Matt qui lutte contre le sommeil, qui ne bouge pas d’un millimètre, qui se déteste d’avoir tiré les rideaux quand la noirceur qui perdure encore malgré le matin presque assumé l’empêche de la voir au complet, de voir qu’elle. À un moment il s’endort aussi, sûrement, une de ses autres faiblesses d’idiot d’avoir baissé sa garde. Dès qu’il le réalise, il se réveillera en sursaut par contre, assez vite pour sentir son corps qui se secoue un peu, assez fort pour craindre de l’avoir réveillée. Mais elle est toujours là étonnement. Il panique, parce qu’il le voit dans sa tête, le compte à rebours. Et il la rapproche de lui, il embrasse son front à nouveau, il dépose ses lèvres là où elles tombent naturellement sur sa peau à elle. Pour se rendormir à nouveau, pour finir par lâcher prise. Qu’elle reste ou qu’elle parte, il peut rien y faire de toute façon.
Elle se réveille plusieurs fois par nuit, traditionnellement. Si ce n’est pas ses mauvais souvenirs qui la traquent sous la forme de cauchemars haletants, c’est le manque de substances dans son organisme qui la tient éveillée et attise sa folle dépendance. Mais ce soir, dans ses bras, tous les maux se taisent. Il les chasse, sa chaleur les brûle, sa douceur les apaise. Elle enchaîne les heures de sommeil, rattrape les cycles. Son corps est immobile, fixé au sien, seule sa respiration trahissant la vie qui sommeille en elle.

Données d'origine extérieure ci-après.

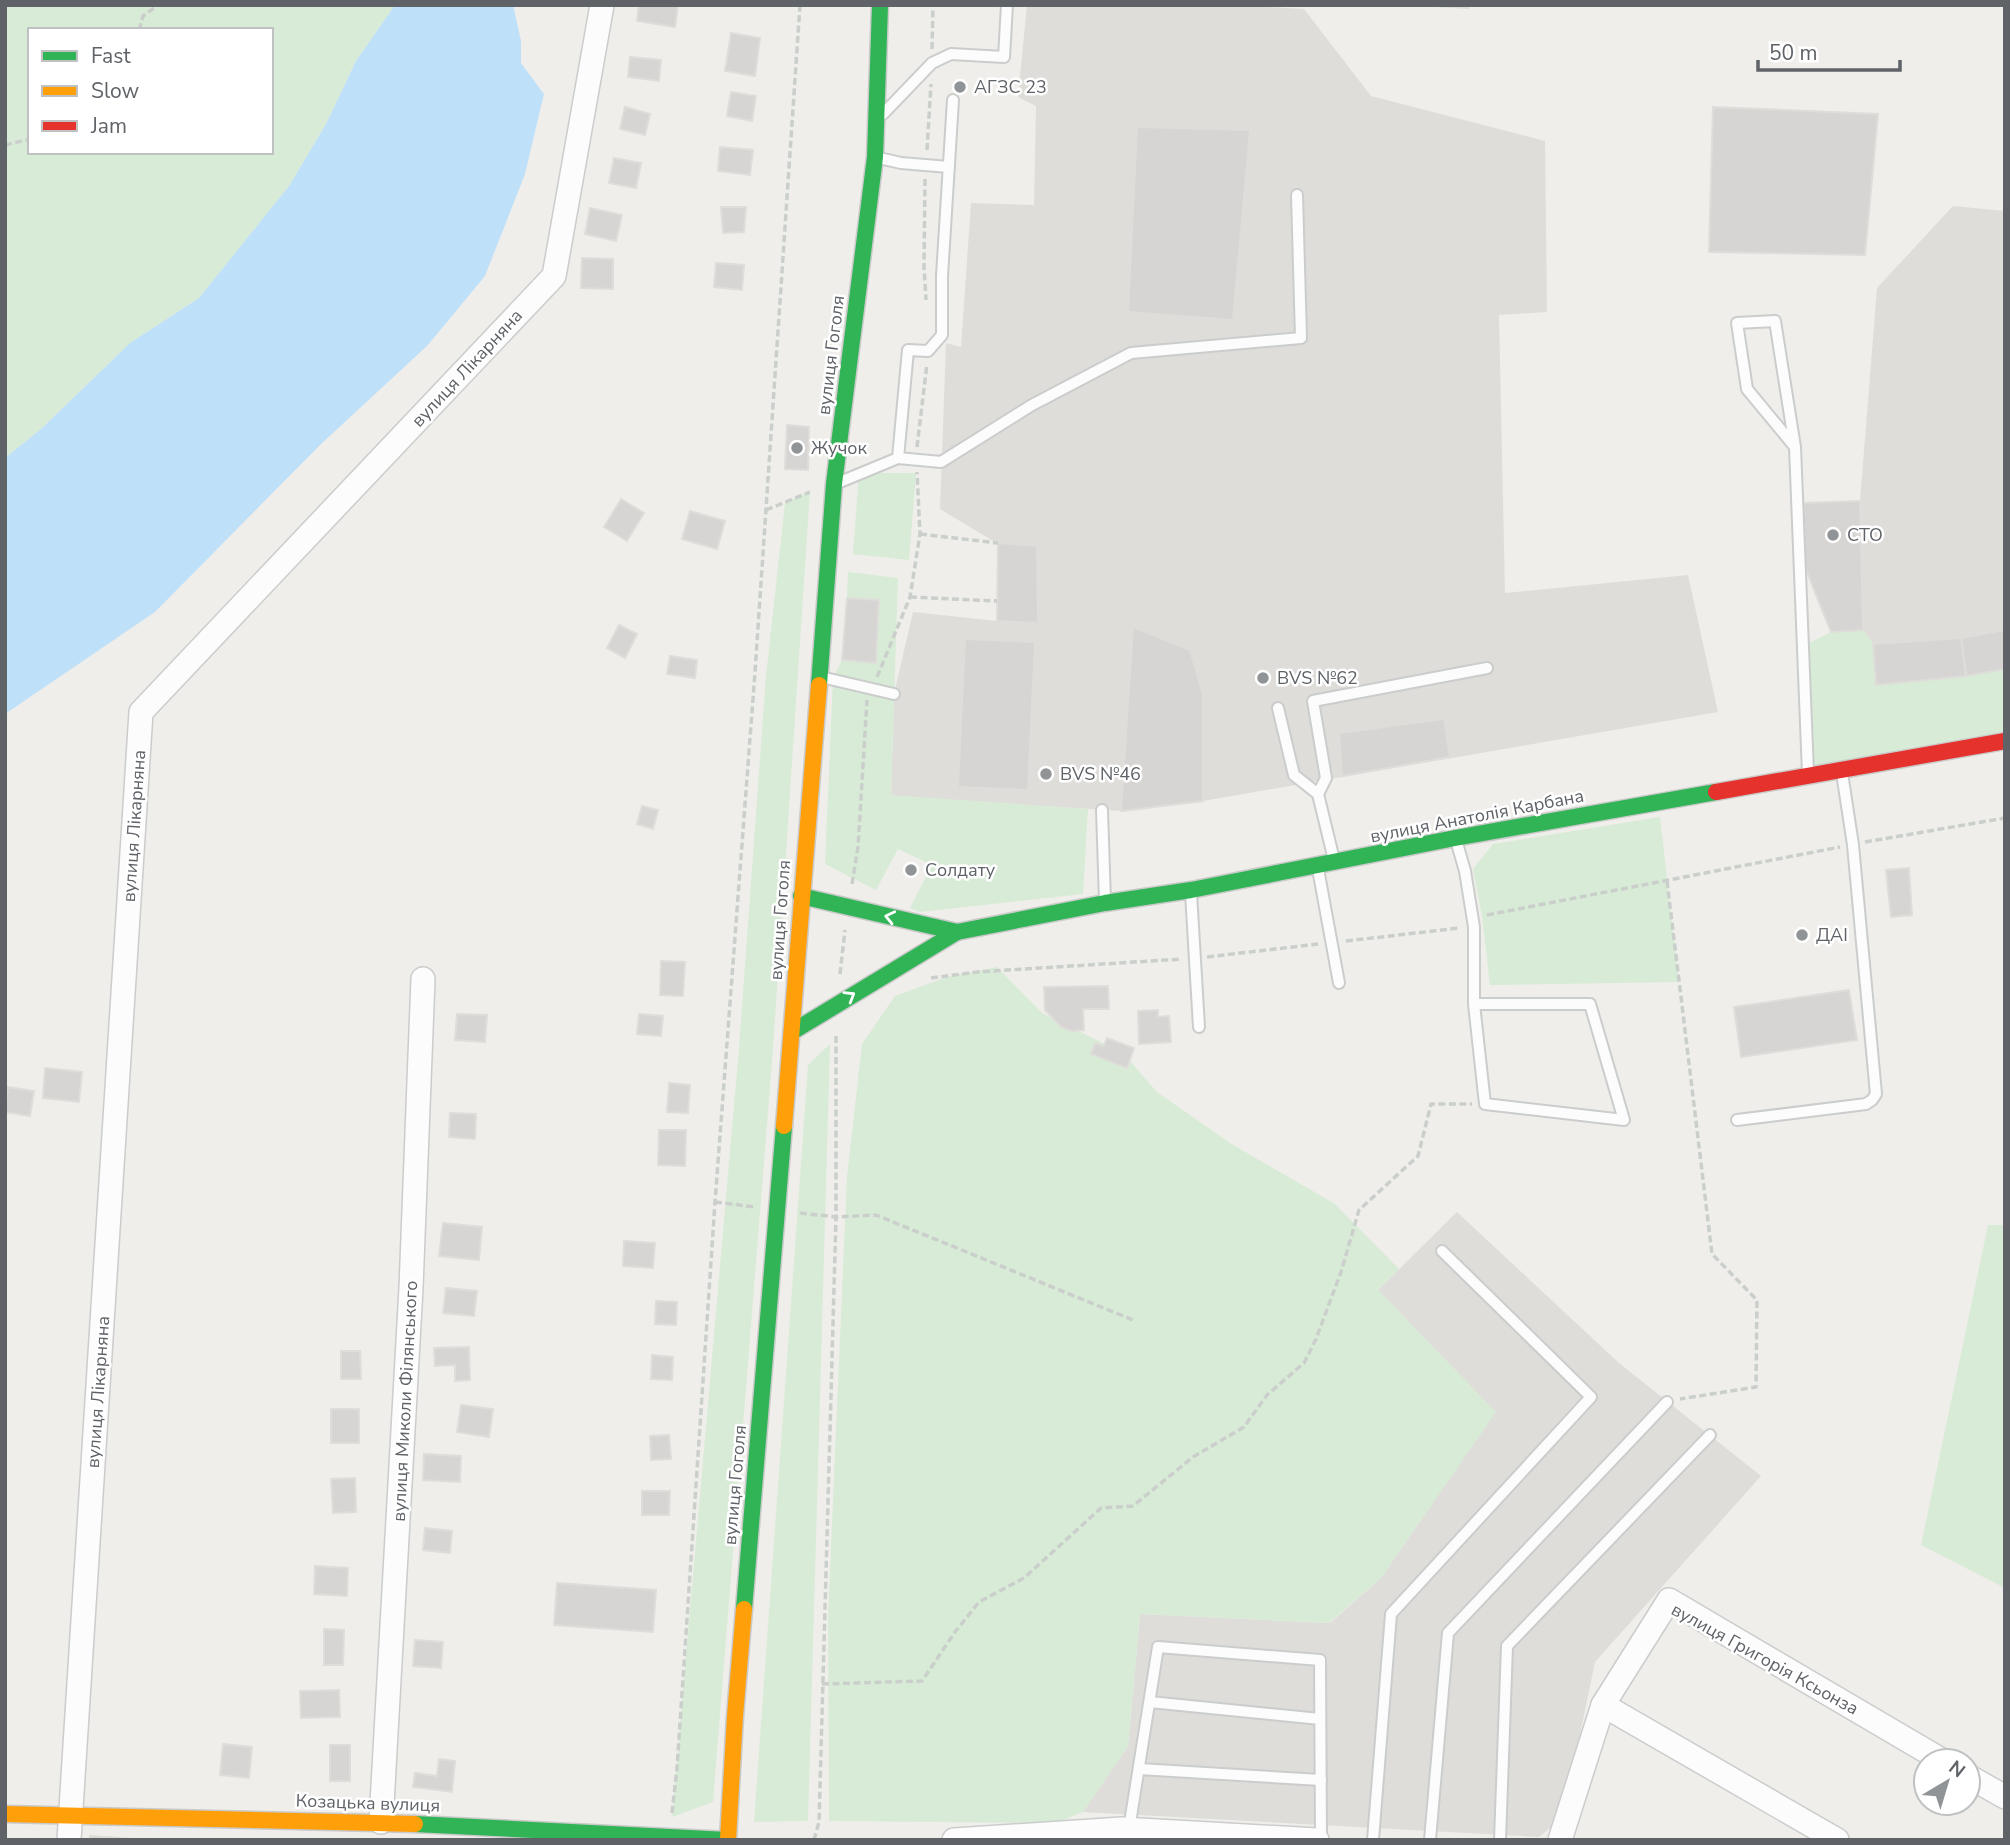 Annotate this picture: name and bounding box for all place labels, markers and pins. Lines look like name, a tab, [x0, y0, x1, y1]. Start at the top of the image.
place label: АГЗС 23	[974, 75, 1047, 99]
marker: АГЗС 23	[952, 79, 968, 95]
place label: Жучок	[811, 436, 868, 460]
marker: Жучок	[789, 440, 805, 456]
place label: СТО	[1847, 523, 1883, 547]
marker: СТО	[1825, 527, 1841, 543]
place label: BVS №62	[1277, 666, 1358, 690]
marker: BVS №62	[1255, 670, 1271, 686]
place label: BVS №46	[1060, 762, 1141, 786]
marker: BVS №46	[1038, 766, 1054, 782]
place label: Солдату	[925, 858, 996, 882]
marker: Солдату	[903, 862, 919, 878]
place label: ДАІ	[1816, 923, 1848, 947]
marker: ДАІ	[1794, 927, 1810, 943]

Son sursaut lui fait ouvrir un œil, ses lèvres contre sa chaire lui somment de ne pas s’inquiéter. Elle étend son bras de manière à ce qu’il repose sur tout son torse, à sceller un peu plus leur étreinte, lui assurer qu’elle est là, pour le moment.
***
Elle le sent se dérober. Le froid s'immisce sournoisement en son lieu, elle ramène son avant-bras contre sa poitrine, comme pour se réadapter à son absence, le vide qu’il provoque. La notion de se droguer clignote dans son esprit en réponse à ce mal-être qui s’installe et elle fixe du regard le garçon qui s’habille sous les rayons du soleil qui transpercent les lattes de son store. Elle le scrute alors qu’il cherche deux chaussettes appartenant à la même paire. « Le noir te va mieux. » Elle désigne le t-shirt laissé en plan sur la commode et s'assoit dans le lit. Ses mains tirent sur le drap, s’y enrobe de manière à voiler les centimètres de peau découverts et trop férocement exhibés par la lumière du jour à son goût. Elle rejette ses cheveux en arrière, se sent égarée dans ce grand lit sans lui, bien qu’il se tienne à quelques mètres seulement. Elle ramène ses jambes contre son buste, pose son menton sur ses genoux, en suspens du premier élément qui propulsera la suite de sa journée, à défaut de savoir déterminer quelle direction emprunter.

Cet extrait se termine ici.